Provided information:
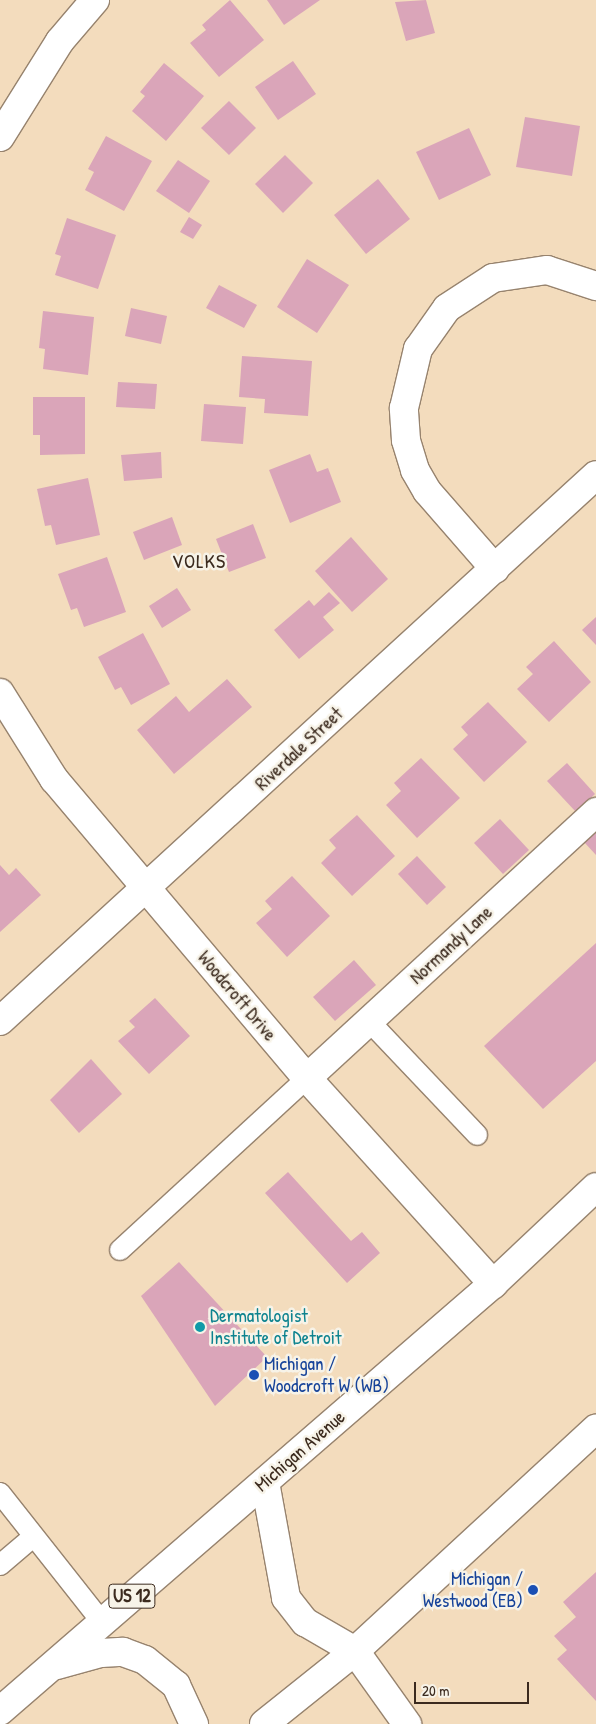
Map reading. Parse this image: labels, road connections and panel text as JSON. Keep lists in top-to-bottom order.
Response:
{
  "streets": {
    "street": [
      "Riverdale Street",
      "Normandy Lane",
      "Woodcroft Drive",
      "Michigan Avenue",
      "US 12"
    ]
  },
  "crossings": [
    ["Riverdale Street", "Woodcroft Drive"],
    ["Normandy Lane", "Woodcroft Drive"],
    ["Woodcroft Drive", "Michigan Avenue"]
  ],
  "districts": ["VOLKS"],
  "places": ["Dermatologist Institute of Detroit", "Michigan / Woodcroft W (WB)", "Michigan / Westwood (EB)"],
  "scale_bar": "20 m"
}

...

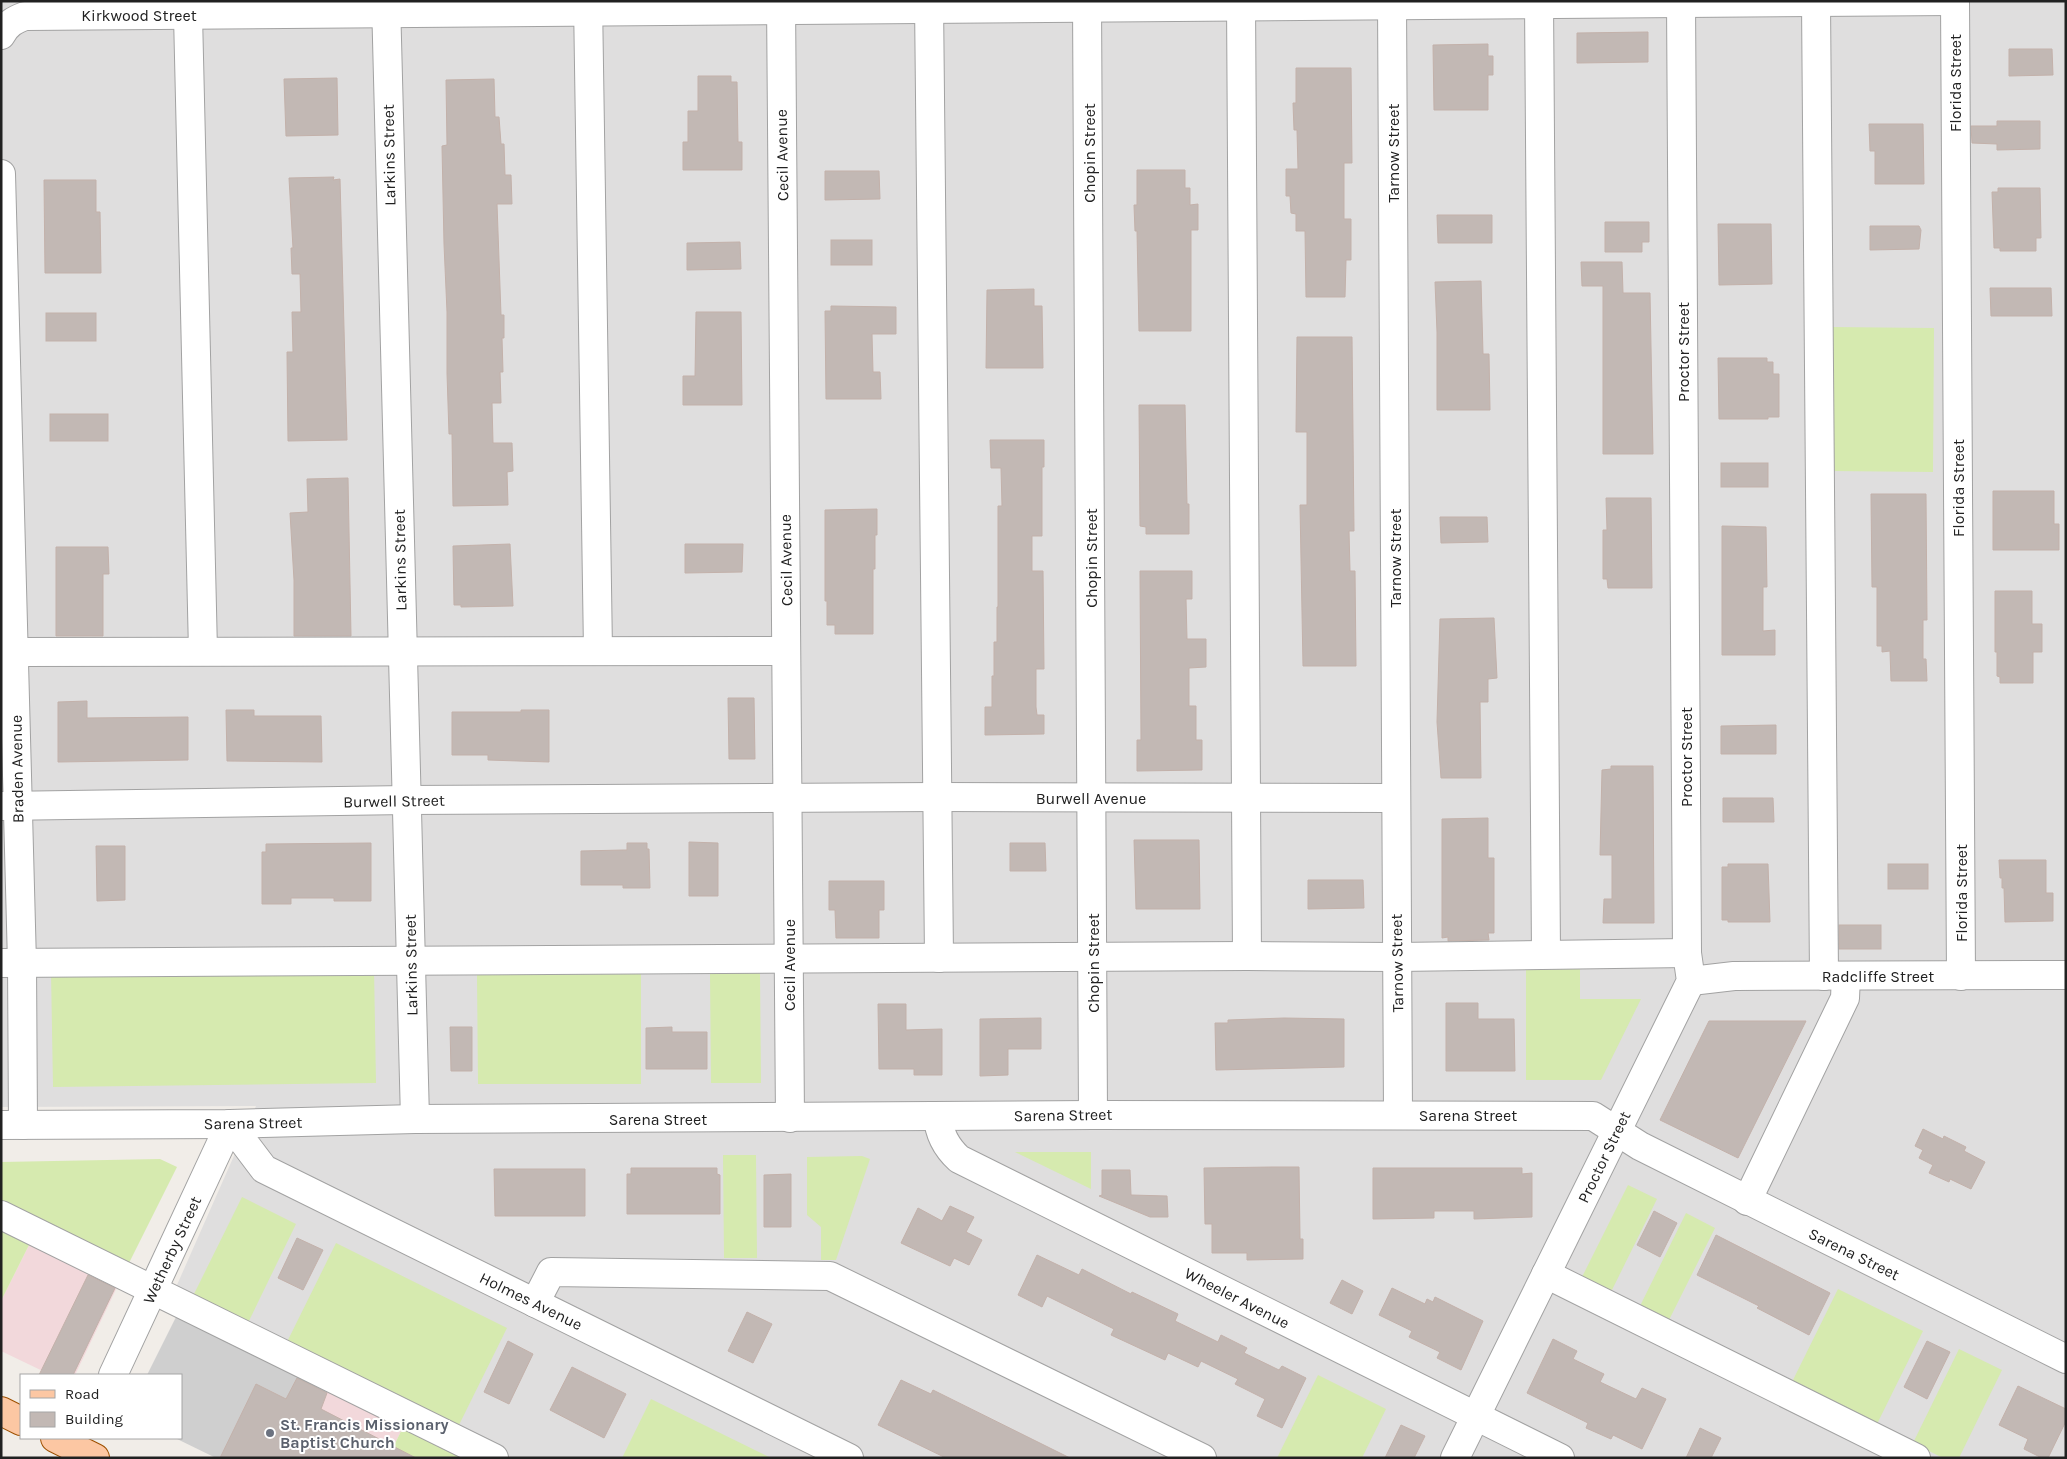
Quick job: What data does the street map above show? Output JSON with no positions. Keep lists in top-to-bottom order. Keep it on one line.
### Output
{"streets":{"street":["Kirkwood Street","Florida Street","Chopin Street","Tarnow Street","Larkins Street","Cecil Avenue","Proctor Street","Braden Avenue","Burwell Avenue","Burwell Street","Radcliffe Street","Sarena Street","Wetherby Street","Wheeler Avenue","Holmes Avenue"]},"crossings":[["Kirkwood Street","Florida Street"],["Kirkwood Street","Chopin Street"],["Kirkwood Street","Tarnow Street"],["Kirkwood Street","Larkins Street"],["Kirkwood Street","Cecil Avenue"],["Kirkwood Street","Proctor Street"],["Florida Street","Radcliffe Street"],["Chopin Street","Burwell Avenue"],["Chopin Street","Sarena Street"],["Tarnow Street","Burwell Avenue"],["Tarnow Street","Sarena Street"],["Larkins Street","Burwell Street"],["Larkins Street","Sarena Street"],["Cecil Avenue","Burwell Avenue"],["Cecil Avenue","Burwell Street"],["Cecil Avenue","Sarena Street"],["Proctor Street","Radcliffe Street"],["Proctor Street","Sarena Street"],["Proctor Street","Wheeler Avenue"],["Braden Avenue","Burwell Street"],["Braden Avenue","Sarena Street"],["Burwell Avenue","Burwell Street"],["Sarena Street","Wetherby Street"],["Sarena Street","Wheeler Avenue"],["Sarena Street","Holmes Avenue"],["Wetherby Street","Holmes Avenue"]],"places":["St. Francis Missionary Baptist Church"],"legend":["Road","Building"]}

Prompt: Search the listing for the word "Keep" and return each line that holds it.

Answer to the problem:
Map reading. Parse this image: labels, road connections and panel text as JSON. Keep lists in top-to-bottom order.
Quick job: What data does the street map above show? Output JSON with no positions. Keep lists in top-to-bottom order. Keep it on one line.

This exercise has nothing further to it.